To do = Look below for the line that contains "M 33,508 L 43,526 L 32,532 L 22,514 Z", then copy it and each following line exactly, through and including the line that contains "M 0,163 L 13,157".

Available data =
###
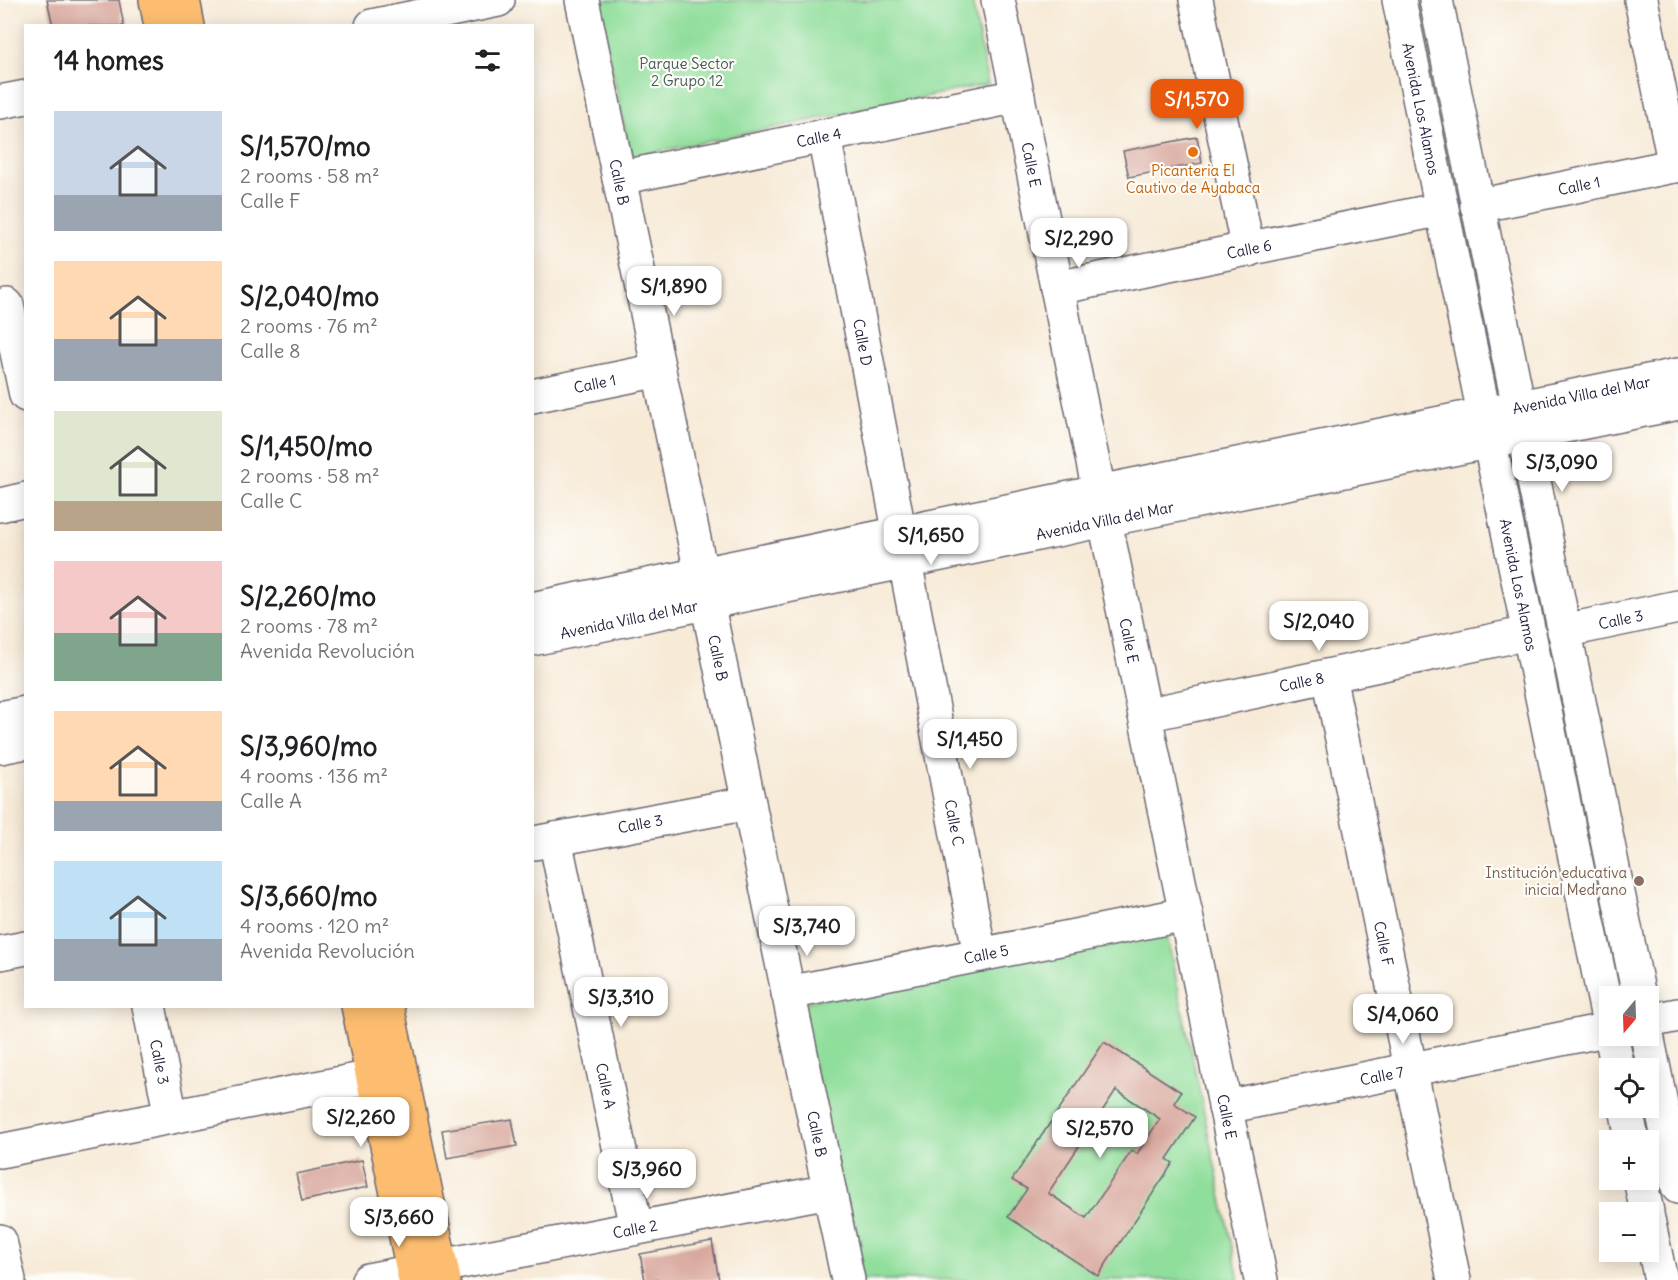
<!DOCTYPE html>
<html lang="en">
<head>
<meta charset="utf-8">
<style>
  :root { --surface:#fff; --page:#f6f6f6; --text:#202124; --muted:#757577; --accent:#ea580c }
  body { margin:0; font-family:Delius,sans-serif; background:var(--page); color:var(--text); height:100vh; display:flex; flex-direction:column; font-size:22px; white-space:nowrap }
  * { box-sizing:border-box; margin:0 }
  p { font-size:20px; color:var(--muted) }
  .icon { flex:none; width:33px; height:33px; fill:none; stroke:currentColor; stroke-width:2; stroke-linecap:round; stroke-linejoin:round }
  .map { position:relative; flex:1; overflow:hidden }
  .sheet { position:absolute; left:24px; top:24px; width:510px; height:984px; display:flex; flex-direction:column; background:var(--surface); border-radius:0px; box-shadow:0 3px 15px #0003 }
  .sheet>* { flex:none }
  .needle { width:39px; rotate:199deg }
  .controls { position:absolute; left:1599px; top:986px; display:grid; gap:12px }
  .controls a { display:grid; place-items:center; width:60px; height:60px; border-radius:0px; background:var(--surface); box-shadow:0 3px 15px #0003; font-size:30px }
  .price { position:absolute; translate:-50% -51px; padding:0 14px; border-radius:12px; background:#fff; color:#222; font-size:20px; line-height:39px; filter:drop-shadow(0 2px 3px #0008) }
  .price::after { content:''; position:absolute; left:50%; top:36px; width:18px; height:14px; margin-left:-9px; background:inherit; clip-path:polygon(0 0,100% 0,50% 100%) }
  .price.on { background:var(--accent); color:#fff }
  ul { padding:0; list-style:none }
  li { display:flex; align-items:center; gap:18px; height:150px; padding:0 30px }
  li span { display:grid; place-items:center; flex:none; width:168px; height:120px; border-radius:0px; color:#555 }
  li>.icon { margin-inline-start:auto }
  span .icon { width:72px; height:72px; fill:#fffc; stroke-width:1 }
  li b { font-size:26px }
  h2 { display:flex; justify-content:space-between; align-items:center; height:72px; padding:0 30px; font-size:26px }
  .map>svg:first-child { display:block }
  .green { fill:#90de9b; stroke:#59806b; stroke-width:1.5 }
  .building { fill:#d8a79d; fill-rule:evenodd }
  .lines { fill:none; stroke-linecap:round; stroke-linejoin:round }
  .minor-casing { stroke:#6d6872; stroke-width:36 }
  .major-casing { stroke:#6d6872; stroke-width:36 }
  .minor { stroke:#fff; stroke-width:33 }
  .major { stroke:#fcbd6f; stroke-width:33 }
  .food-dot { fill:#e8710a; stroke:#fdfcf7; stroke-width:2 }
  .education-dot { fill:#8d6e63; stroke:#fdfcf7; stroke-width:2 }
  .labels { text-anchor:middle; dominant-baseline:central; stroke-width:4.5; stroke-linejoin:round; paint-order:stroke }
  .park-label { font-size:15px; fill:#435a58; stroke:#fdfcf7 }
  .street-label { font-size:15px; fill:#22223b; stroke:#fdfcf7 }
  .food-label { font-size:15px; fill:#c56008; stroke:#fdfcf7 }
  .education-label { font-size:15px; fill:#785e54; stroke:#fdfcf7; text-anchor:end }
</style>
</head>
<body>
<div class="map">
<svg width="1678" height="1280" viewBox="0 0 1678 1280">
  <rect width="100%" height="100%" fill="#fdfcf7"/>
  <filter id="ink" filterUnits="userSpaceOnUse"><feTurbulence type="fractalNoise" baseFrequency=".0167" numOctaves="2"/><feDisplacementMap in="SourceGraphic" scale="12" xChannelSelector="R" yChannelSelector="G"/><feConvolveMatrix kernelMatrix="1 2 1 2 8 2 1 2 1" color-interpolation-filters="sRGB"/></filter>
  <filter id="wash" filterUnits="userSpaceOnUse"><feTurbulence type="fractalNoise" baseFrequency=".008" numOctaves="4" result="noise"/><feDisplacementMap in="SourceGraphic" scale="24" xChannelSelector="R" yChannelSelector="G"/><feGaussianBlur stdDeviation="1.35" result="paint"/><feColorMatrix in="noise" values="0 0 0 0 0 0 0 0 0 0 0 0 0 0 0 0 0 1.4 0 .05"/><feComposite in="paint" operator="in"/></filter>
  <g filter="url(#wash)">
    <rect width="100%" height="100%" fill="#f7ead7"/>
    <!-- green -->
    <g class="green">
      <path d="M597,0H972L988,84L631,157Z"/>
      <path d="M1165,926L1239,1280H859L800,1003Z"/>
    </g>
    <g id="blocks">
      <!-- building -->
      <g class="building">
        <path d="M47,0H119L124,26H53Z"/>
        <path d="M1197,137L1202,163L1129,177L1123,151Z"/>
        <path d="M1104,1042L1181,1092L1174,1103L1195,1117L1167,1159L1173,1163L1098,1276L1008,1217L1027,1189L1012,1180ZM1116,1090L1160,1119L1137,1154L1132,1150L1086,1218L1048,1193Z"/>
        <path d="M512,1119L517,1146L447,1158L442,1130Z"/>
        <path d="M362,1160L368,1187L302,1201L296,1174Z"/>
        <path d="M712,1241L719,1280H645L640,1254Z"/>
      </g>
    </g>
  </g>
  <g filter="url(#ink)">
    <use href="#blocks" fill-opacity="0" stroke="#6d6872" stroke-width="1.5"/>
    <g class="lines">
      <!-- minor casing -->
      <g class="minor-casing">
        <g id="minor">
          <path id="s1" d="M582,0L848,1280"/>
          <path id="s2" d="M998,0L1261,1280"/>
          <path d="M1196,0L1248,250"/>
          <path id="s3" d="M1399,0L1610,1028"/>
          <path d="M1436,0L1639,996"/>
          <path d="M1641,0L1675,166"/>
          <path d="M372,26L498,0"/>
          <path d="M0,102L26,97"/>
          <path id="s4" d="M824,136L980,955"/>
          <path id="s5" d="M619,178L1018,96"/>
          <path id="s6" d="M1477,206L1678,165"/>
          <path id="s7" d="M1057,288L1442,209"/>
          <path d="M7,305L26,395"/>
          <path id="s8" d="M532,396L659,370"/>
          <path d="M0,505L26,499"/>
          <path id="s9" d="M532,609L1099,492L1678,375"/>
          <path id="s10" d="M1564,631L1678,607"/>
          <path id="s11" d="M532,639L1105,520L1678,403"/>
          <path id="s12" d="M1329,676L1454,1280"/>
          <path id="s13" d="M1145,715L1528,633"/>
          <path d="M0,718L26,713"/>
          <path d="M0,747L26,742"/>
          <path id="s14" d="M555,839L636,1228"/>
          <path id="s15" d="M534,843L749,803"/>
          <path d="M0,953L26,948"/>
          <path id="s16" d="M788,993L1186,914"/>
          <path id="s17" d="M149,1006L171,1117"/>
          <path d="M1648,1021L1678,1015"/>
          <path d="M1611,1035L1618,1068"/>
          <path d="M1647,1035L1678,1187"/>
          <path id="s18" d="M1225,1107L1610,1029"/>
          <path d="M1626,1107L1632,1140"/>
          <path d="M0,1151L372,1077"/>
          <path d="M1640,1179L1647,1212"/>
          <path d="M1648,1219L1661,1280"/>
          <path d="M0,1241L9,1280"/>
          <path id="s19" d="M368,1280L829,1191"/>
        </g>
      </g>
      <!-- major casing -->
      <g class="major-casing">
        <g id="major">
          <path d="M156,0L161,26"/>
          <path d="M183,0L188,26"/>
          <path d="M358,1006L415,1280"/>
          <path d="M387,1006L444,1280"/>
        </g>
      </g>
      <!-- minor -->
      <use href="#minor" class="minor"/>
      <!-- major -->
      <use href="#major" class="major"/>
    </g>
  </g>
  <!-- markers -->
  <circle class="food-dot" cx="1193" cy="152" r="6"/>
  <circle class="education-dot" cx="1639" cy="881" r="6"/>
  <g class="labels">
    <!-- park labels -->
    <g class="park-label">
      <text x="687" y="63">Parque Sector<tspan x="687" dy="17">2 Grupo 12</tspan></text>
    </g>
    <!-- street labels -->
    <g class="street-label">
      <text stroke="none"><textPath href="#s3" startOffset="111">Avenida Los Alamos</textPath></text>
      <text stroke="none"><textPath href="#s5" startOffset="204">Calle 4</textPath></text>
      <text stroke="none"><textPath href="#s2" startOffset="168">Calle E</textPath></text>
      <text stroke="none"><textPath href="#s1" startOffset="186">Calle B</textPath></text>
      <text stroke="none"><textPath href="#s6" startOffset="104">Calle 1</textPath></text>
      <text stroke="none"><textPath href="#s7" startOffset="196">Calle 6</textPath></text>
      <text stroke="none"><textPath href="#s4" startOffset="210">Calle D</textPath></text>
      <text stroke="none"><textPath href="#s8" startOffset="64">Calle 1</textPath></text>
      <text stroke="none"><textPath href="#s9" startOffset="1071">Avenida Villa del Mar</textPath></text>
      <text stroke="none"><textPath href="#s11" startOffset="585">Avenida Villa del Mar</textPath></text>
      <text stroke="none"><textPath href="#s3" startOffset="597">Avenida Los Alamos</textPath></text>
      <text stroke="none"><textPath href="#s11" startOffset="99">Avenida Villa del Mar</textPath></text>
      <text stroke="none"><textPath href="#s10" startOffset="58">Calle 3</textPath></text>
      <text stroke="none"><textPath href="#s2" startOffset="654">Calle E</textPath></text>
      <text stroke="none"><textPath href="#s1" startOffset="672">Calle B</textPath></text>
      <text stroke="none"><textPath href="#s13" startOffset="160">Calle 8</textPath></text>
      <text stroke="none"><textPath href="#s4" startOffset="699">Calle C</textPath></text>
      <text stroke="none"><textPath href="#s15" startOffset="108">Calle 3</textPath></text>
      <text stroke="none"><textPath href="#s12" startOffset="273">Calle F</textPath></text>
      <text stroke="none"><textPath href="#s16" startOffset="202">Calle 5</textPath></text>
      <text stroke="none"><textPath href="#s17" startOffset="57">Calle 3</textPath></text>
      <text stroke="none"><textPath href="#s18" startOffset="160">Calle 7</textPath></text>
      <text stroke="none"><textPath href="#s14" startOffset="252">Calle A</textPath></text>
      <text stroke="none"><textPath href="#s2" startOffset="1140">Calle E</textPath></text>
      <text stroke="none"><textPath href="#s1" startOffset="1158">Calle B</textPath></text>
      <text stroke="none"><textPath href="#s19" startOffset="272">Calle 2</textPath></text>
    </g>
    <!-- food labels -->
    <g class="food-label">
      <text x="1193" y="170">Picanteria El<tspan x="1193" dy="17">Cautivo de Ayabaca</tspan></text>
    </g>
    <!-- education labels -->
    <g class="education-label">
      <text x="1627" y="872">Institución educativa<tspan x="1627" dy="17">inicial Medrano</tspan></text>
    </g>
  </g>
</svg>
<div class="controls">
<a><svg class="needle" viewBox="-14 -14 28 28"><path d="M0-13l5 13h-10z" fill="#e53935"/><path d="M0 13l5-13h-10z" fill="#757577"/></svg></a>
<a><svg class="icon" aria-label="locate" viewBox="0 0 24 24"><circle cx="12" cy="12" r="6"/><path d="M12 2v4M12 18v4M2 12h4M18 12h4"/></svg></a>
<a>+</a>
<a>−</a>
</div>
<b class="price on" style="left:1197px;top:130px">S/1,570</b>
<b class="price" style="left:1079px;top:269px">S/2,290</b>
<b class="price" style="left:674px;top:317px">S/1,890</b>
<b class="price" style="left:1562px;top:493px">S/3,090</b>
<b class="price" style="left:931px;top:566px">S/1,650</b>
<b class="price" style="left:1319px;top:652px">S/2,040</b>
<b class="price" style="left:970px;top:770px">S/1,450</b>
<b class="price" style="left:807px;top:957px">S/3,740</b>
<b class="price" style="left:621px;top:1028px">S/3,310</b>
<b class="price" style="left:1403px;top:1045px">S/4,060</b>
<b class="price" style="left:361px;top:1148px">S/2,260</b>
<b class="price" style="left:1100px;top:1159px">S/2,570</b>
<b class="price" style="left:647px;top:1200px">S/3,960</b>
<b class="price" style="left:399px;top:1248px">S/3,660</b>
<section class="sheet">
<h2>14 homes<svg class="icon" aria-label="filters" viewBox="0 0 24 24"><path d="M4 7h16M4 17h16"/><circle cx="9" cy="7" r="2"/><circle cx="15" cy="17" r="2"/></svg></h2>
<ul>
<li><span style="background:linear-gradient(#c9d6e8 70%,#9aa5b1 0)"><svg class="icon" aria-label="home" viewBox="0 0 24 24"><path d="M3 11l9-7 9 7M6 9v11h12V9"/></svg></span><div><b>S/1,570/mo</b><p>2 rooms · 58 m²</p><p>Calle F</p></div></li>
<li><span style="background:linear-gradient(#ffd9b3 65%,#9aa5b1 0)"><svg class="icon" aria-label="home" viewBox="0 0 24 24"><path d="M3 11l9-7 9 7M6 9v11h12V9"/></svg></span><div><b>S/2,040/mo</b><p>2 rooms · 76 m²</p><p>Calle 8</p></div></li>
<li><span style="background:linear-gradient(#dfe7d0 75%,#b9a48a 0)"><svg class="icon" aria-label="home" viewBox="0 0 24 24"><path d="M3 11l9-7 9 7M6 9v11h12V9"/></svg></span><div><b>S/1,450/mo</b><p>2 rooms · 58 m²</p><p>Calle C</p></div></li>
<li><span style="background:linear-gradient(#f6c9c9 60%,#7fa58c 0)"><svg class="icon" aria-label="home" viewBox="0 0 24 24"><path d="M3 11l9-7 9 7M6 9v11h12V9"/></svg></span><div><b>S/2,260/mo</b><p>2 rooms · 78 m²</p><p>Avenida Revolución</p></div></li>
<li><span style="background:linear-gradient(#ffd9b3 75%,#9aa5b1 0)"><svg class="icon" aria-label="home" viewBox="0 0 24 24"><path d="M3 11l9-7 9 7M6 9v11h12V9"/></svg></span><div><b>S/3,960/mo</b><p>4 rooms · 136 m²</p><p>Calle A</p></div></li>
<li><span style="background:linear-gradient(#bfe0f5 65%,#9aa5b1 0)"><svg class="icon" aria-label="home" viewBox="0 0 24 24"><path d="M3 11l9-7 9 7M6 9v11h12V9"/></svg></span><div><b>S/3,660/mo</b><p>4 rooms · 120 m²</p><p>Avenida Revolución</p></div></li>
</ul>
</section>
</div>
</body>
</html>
###
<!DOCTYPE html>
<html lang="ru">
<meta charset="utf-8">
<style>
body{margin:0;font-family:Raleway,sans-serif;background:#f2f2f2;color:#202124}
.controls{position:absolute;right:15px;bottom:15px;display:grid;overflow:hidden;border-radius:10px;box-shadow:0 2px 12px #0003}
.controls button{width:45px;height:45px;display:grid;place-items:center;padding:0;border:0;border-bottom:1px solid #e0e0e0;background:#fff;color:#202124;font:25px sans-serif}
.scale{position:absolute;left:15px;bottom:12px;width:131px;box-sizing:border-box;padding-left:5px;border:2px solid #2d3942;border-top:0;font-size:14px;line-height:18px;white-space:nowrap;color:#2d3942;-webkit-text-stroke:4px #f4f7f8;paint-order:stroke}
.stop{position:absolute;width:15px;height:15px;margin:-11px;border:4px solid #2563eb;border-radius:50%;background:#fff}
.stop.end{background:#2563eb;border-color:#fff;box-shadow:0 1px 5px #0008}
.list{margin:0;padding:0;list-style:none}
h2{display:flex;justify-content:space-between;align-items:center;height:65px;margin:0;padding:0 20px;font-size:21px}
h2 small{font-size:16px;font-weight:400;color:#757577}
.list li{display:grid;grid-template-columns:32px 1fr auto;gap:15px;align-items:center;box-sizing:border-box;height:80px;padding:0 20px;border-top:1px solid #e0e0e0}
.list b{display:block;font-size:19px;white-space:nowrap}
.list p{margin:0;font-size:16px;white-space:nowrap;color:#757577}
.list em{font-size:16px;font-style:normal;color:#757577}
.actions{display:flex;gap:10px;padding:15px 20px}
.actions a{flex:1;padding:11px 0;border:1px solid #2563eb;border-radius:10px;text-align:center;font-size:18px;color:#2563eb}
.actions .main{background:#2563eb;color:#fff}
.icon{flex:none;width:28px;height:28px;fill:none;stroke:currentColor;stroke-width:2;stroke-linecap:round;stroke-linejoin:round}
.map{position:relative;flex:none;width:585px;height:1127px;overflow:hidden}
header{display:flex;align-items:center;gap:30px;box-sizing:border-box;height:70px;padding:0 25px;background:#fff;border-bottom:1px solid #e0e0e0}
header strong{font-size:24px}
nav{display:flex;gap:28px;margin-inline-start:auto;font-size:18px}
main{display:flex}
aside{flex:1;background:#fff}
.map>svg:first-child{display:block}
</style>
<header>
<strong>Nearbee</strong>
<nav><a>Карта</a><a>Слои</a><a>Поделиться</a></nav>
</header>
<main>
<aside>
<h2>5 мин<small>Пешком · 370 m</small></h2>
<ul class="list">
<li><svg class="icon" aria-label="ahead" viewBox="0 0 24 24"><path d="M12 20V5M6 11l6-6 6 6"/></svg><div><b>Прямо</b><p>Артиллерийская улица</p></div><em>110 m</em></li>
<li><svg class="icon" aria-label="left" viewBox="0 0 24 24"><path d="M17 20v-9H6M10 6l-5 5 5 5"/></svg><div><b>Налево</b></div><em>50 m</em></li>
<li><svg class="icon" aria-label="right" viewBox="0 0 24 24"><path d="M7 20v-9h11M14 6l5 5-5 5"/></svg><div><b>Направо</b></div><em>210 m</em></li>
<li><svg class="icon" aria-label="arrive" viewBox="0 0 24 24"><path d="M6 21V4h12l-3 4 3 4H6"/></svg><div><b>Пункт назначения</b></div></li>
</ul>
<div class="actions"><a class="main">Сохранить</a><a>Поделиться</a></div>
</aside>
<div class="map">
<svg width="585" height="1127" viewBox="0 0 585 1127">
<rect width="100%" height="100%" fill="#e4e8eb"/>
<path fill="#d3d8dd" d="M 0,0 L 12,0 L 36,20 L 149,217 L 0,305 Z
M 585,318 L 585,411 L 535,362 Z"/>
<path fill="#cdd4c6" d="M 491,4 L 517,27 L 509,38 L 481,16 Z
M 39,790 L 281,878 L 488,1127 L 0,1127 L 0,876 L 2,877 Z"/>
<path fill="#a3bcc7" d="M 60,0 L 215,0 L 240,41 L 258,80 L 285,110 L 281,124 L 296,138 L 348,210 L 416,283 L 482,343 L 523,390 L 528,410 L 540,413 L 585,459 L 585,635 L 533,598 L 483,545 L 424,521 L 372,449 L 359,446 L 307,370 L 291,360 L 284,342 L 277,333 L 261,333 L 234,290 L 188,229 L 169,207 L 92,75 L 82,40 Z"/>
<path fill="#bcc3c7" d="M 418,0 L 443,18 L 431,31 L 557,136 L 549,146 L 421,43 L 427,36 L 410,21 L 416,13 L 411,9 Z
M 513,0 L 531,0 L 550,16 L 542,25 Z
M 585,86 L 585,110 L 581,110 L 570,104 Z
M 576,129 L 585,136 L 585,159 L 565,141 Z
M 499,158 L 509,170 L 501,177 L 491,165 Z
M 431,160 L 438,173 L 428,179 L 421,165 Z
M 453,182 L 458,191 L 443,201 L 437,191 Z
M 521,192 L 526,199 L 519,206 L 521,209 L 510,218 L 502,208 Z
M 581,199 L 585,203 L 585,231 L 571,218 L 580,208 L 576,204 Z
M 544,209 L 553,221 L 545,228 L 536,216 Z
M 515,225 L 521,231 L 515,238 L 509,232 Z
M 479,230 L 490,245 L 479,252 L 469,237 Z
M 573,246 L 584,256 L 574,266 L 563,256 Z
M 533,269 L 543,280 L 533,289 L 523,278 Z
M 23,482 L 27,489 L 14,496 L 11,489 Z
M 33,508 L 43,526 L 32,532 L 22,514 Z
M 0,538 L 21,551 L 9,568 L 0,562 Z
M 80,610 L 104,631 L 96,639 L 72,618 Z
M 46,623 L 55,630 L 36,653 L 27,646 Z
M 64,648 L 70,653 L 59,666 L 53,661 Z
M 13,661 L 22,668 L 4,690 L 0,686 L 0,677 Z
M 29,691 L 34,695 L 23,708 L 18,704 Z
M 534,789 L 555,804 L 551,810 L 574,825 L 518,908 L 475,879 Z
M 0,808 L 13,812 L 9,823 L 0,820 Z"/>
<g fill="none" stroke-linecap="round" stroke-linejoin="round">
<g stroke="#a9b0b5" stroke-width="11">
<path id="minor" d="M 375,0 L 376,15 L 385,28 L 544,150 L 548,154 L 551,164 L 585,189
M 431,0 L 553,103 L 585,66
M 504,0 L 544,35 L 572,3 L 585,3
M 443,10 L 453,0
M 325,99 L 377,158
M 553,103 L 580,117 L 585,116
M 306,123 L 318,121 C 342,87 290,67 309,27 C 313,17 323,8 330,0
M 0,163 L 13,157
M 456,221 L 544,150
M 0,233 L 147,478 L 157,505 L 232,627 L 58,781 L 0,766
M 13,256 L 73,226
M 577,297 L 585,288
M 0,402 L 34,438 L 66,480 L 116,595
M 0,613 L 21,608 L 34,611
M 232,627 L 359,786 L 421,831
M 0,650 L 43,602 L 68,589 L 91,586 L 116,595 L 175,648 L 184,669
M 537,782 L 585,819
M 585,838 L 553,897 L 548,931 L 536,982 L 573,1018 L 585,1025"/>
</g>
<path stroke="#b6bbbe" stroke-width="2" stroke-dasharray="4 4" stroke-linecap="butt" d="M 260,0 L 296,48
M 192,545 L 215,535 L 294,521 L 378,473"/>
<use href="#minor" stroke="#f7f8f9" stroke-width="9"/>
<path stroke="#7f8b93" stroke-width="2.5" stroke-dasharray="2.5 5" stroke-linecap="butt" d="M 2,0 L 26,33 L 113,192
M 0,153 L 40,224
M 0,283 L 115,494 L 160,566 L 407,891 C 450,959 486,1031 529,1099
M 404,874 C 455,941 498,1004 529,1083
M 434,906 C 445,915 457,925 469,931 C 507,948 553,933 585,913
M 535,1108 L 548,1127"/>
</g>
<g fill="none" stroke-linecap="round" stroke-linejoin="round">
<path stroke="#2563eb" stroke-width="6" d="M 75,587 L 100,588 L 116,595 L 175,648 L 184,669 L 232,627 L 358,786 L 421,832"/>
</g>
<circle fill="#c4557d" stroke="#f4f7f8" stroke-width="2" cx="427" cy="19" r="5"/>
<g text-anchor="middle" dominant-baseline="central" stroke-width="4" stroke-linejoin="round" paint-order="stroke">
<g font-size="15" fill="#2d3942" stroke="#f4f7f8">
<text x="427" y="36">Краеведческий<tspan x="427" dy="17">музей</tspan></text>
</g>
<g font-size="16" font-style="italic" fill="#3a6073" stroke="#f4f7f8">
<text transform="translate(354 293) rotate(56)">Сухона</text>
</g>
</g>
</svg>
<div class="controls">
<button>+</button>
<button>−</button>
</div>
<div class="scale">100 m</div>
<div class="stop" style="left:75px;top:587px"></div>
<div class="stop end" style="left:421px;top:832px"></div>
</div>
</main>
###
Reply =
M 33,508 L 43,526 L 32,532 L 22,514 Z
M 0,538 L 21,551 L 9,568 L 0,562 Z
M 80,610 L 104,631 L 96,639 L 72,618 Z
M 46,623 L 55,630 L 36,653 L 27,646 Z
M 64,648 L 70,653 L 59,666 L 53,661 Z
M 13,661 L 22,668 L 4,690 L 0,686 L 0,677 Z
M 29,691 L 34,695 L 23,708 L 18,704 Z
M 534,789 L 555,804 L 551,810 L 574,825 L 518,908 L 475,879 Z
M 0,808 L 13,812 L 9,823 L 0,820 Z"/>
<g fill="none" stroke-linecap="round" stroke-linejoin="round">
<g stroke="#a9b0b5" stroke-width="11">
<path id="minor" d="M 375,0 L 376,15 L 385,28 L 544,150 L 548,154 L 551,164 L 585,189
M 431,0 L 553,103 L 585,66
M 504,0 L 544,35 L 572,3 L 585,3
M 443,10 L 453,0
M 325,99 L 377,158
M 553,103 L 580,117 L 585,116
M 306,123 L 318,121 C 342,87 290,67 309,27 C 313,17 323,8 330,0
M 0,163 L 13,157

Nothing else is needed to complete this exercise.